Provided records:

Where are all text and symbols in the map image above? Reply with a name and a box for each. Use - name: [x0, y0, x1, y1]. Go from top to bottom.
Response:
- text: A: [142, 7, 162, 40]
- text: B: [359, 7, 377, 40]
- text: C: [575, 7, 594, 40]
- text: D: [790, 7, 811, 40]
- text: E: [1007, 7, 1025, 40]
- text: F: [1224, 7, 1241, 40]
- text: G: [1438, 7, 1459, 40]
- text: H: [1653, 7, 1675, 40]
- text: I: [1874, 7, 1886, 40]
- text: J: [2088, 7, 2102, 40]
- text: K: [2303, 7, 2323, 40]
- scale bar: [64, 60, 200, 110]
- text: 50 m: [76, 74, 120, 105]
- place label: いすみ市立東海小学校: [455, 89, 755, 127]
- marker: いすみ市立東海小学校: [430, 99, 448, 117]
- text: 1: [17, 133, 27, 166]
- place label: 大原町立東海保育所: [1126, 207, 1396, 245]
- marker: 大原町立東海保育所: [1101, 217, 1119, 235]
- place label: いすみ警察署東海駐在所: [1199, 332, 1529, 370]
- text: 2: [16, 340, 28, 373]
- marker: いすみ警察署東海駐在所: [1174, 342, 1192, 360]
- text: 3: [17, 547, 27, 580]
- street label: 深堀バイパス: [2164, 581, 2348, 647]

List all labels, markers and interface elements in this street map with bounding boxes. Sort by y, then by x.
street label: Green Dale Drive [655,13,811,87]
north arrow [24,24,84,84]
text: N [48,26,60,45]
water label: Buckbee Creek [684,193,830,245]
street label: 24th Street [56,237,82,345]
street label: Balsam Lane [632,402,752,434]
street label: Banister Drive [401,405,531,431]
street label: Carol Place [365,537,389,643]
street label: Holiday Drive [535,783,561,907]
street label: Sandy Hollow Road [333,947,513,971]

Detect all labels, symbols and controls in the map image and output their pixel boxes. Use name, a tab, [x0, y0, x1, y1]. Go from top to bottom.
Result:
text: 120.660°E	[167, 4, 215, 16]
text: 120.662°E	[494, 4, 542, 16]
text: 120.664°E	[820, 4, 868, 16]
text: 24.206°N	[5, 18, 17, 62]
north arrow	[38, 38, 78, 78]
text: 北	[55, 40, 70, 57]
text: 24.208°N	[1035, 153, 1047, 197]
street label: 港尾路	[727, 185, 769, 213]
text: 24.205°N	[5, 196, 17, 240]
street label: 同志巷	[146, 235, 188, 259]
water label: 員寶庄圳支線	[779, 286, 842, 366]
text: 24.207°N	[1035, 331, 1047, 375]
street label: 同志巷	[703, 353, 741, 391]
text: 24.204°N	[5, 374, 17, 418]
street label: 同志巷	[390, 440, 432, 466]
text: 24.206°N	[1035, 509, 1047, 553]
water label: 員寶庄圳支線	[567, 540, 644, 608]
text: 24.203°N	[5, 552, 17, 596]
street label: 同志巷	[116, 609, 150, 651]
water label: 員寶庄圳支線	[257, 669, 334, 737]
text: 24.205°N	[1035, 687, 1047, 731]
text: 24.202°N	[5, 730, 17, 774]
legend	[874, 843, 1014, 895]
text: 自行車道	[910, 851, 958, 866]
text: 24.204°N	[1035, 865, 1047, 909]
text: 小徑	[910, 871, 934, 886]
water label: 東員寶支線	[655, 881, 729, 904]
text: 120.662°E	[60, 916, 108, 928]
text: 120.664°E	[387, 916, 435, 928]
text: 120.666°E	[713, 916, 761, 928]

Task: Each line above that contains the word "from" should be returned.

Your response:
Where are all text and symbols in the map image above? Reply with a name and a box for each. Use - name: [x0, y0, x1, y1]. Go from top to bottom.
Detect all labels, symbols and controls in the map image and output their pixel boxes. Use name, a tab, [x0, y0, x1, y1]. Go from top to bottom.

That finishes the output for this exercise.